Zhimin SongSourav BhattacharyaGuangming HuangZev J GreenbergWei YangJuhi BagaitkarLaura SchuettpelzMary C Dinauer
Published in: Blood advances (2022)
The leukocyte NADPH oxidase 2 (NOX2) regulates inflammation independent of its anti-microbial activity. Inherited defects in NOX2 lead to chronic granulomatous disease (CGD), associated with recurrent bacterial and fungal infections, often with excessive neutrophilic inflammation that results in significant inflammatory burden and tissue damage. We previously showed that excessive leukotriene B4 production by NOX2-deficient mouse neutrophils was a key driver of elevated lung neutrophil infiltration in the initial response to pulmonary challenge with the model fungal particle zymosan. We now identify IL-1β and downstream G-CSF as critical amplifying signals that augment and sustain neutrophil accrual in CGD mice. Neutrophils, delivered into the lung via LTB4, were the primary source of IL-1β within the airways, and their increased numbers in CGD lungs led to significantly elevated local and plasma G-CSF. Elevated G-CSF simultaneously promoted increased granulopoiesis and mobilized the release of higher numbers of an immature CD101neg neutrophil subset from the marrow, which trafficked to the lung and acquired a significantly more pro-inflammatory transcriptome in CGD mice compared to WT mice.

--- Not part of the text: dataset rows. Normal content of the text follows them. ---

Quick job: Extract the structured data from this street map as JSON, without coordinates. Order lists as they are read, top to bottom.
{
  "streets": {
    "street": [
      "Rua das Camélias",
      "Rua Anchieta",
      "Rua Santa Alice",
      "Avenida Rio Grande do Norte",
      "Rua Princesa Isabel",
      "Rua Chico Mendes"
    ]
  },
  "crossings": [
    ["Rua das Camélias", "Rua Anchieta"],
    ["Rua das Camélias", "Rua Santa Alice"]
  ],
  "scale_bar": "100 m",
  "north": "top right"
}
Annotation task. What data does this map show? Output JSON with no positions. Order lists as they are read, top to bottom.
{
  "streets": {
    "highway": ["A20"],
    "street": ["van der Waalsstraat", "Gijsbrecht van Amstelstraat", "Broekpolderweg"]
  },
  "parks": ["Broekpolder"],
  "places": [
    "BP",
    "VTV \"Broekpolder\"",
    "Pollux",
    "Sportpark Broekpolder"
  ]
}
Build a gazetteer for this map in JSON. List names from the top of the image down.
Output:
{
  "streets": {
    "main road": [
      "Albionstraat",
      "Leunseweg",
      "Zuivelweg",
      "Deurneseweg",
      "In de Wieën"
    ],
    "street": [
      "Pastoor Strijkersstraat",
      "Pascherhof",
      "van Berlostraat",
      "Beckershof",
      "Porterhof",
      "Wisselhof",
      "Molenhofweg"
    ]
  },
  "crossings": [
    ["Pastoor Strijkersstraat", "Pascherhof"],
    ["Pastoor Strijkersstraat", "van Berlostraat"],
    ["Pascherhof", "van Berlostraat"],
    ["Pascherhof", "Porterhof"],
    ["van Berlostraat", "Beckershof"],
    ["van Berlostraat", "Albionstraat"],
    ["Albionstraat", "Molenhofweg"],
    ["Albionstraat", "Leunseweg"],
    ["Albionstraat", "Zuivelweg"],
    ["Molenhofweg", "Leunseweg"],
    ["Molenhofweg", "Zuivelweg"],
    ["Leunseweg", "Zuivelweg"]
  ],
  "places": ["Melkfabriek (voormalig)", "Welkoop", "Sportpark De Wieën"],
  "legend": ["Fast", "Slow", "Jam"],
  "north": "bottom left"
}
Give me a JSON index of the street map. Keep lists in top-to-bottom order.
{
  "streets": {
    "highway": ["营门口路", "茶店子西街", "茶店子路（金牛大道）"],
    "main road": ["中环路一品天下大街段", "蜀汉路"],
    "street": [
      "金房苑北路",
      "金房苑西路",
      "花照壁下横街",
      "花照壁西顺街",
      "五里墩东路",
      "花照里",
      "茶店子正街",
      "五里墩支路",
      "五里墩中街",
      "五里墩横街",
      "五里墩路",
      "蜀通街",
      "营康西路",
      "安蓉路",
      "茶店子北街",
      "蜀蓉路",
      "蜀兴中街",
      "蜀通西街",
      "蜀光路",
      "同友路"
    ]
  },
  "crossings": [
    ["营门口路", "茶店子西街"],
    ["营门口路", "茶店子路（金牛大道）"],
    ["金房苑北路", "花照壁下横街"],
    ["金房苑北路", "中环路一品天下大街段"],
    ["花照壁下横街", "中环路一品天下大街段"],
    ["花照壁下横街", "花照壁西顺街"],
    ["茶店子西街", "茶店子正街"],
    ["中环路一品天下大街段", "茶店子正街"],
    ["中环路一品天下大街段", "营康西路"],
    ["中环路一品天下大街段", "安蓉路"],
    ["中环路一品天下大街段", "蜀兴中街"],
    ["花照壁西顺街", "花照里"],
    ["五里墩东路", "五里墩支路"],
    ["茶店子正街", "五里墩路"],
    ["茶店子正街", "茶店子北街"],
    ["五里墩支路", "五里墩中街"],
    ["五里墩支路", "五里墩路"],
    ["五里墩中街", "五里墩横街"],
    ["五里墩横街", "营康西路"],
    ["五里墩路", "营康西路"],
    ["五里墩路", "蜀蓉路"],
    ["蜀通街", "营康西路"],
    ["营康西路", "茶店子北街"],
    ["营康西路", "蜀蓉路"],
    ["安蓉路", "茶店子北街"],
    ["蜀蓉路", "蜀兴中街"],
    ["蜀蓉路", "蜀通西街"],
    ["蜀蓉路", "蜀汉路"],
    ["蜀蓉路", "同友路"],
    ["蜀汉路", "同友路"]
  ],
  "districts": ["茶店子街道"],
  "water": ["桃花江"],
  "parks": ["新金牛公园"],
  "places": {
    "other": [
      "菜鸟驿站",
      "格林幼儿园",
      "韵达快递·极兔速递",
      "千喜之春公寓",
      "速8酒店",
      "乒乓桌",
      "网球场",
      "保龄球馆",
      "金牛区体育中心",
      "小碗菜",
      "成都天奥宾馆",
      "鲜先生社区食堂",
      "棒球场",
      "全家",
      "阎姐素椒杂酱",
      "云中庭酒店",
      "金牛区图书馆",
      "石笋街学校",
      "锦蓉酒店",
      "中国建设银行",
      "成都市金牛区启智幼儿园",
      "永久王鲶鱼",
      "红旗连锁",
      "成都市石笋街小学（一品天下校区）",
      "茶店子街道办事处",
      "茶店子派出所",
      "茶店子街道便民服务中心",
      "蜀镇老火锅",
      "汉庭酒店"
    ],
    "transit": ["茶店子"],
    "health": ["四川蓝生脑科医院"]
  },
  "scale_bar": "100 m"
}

Thus, neutrophil-produced IL-1β and downstream G-CSF act sequentially but non-redundantly with LTB4 to deploy neutrophils and amplify inflammation in CGD mice following inhalation of zymosan. NOX2 plays a critical role in dampening multiple components of a feed-forward pipeline for neutrophil recruitment, and these findings highlight NOX2 as a key regulator of neutrophil number, subsets and function at inflamed sites.